Hi Everyone!
Hope everyone is ok and enjoying life!
I wonder if I could just run the following past some of you to see if you can relate or if it makes any sense.
I am 43, born male and present as male to the world at the moment.
Last night at around 1am I had a full on anxiety attack which left me feeling very ill and I thought I was dying - very unusual for me. The reason for this I think is that I seem to be floating in the middle of identifying as female and male and seem to have lost my identity (hopefully temporarily).
I normally feel wonderful when my mind is in full 'girl mode' but I have been thinking about the transition process and the usual concerns have been present such as passing, smashing my life apart, being ridiculed, divorce, rejection by my family etc. This caused me to think that it's not going to be possible for me to eventually transition which caused me a lot of distress and anxiety, so then I thought I should try to think more in 'man mode' and this left me feeling very uncomfortable and caused more anxiety. So, at the moment I seem to be stuck between a rock and a hard place and it's killing me mentally and emotionally. I have an appointment to see my doctor next tuesday but up until then I just hope I can hold it together enough to function daily. I cried on the way to work this morning as I listened to a happy 'girly' song which triggered my dysphoria and made me very sad as I reflected on the hopeless situation my mind seems to be in at the moment. Can't be a boy, can't be a girl.

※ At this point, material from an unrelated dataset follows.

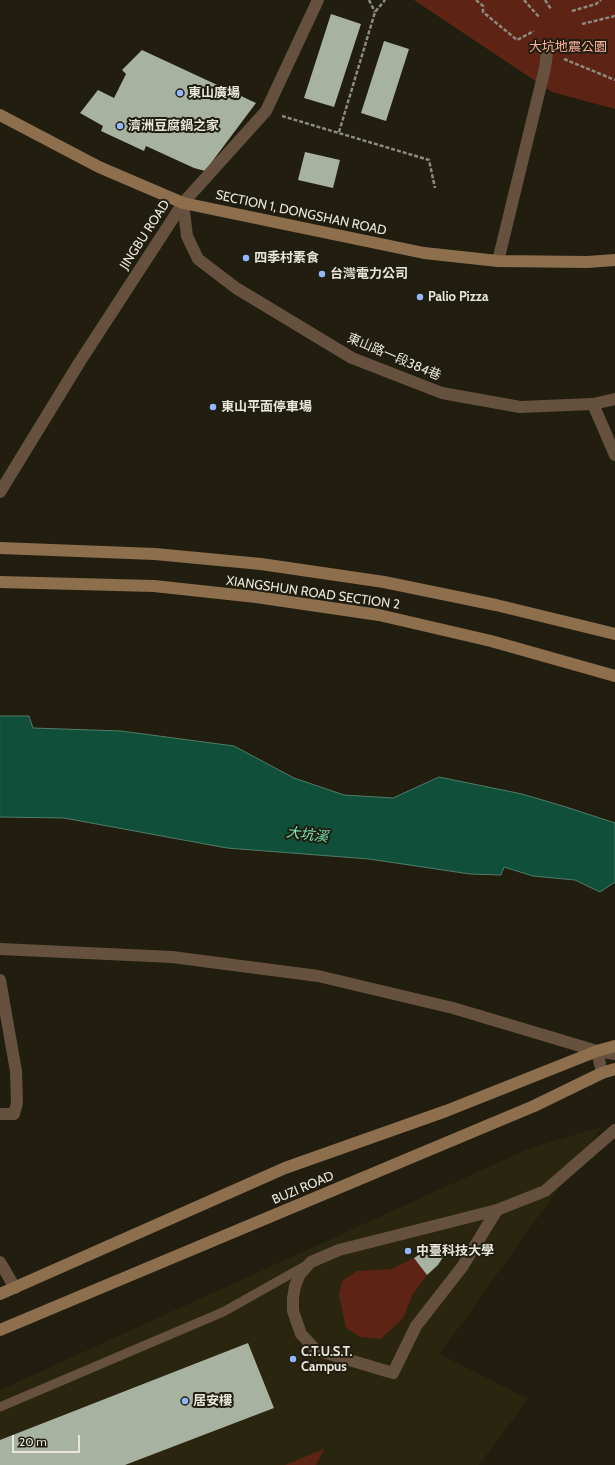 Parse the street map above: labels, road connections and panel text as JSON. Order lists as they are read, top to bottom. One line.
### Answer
{"streets":{"main road":["SECTION 1, DONGSHAN ROAD","XIANGSHUN ROAD SECTION 2","BUZI ROAD"],"street":["JINGBU ROAD","東山路一段384巷"]},"crossings":[["SECTION 1, DONGSHAN ROAD","JINGBU ROAD"],["SECTION 1, DONGSHAN ROAD","東山路一段384巷"],["JINGBU ROAD","東山路一段384巷"]],"water":["大坑溪"],"parks":["大坑地震公園"],"places":["東山廣場","濟洲豆腐鍋之家","四季村素食","台灣電力公司","Palio Pizza","東山平面停車場","中臺科技大學","C.T.U.S.T. Campus","居安樓"],"scale_bar":"20 m"} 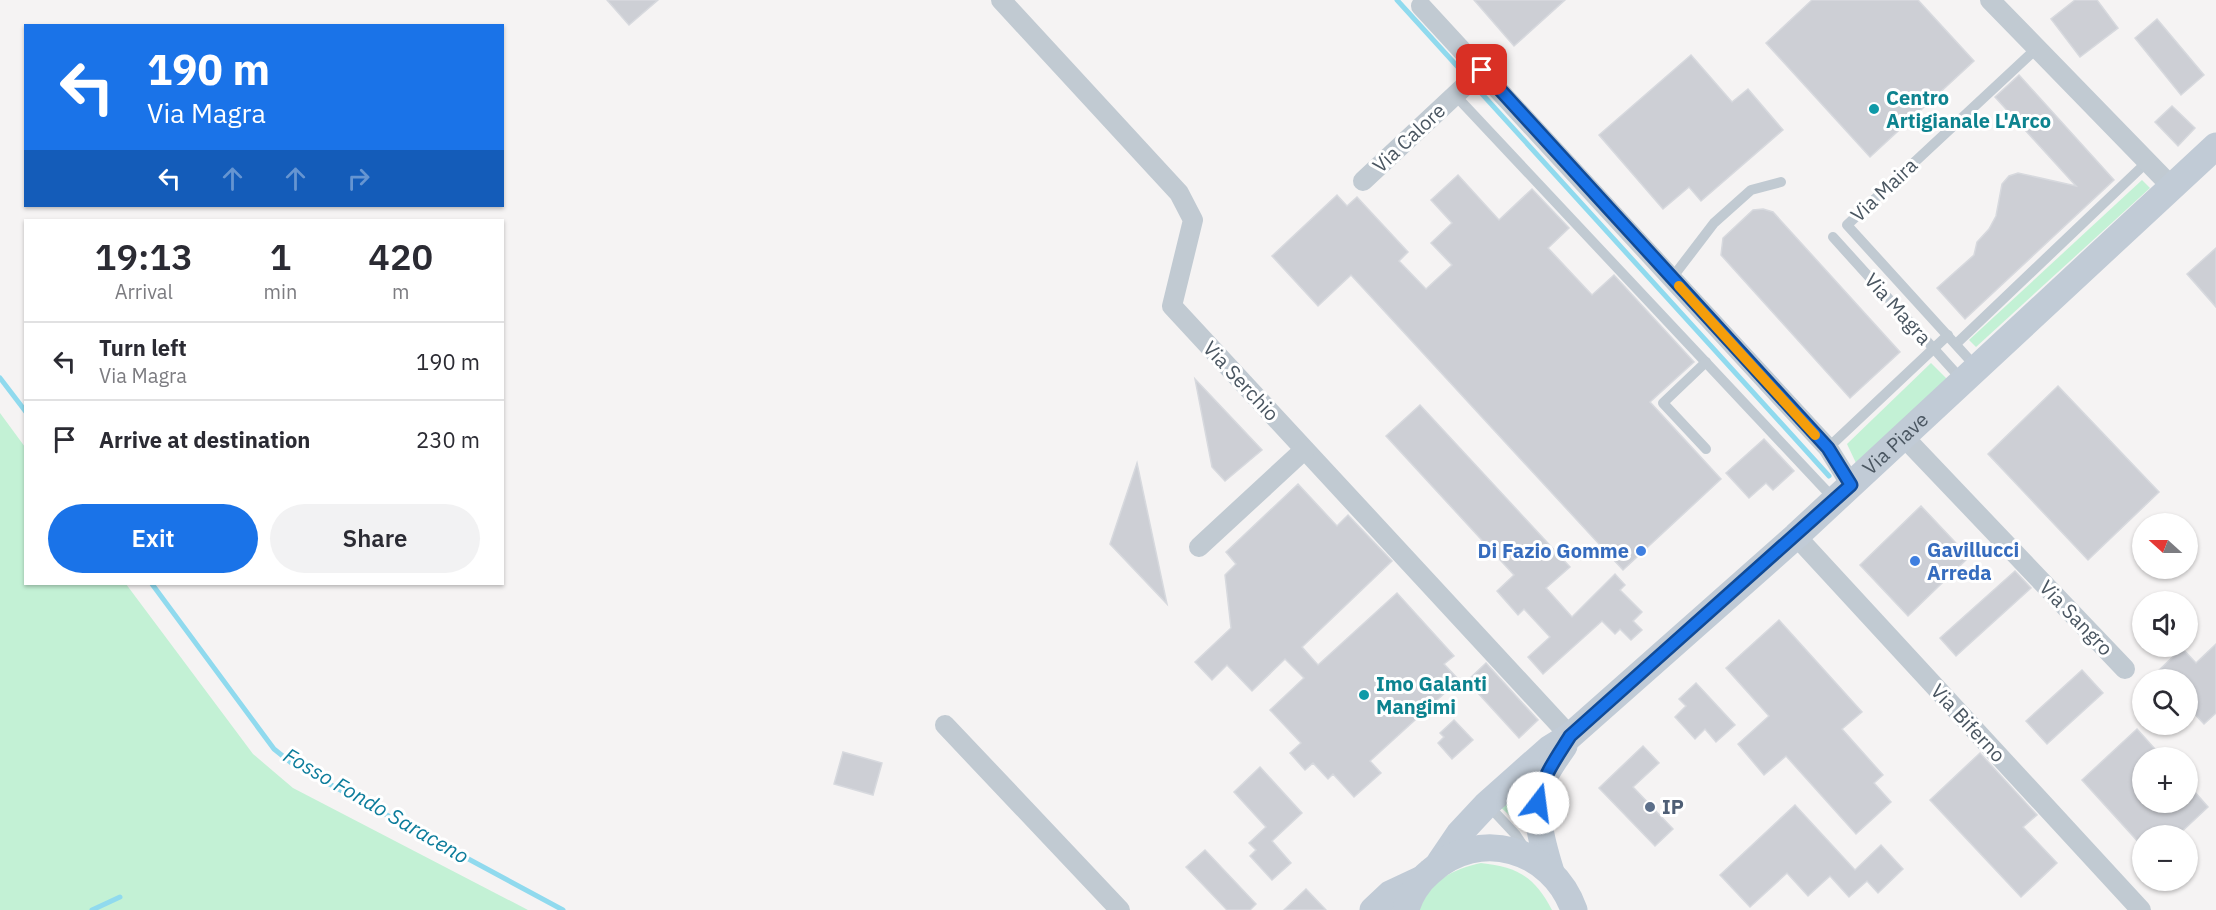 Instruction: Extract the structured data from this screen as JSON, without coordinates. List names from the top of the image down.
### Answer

Those songs usually pick me up and I sing along to them when alone in the car on the way to work, but it just really upset me this morning.
What I would like to ask you wonderful people is; is the above a common thought process that some of you have been through? if so, how did you deal with it. If not, any ideas what's going on?
Oh and on a more positive note, I visited my sister last week and came out to her. She was wonderful and so accepting. We both cried together but they were happy tears.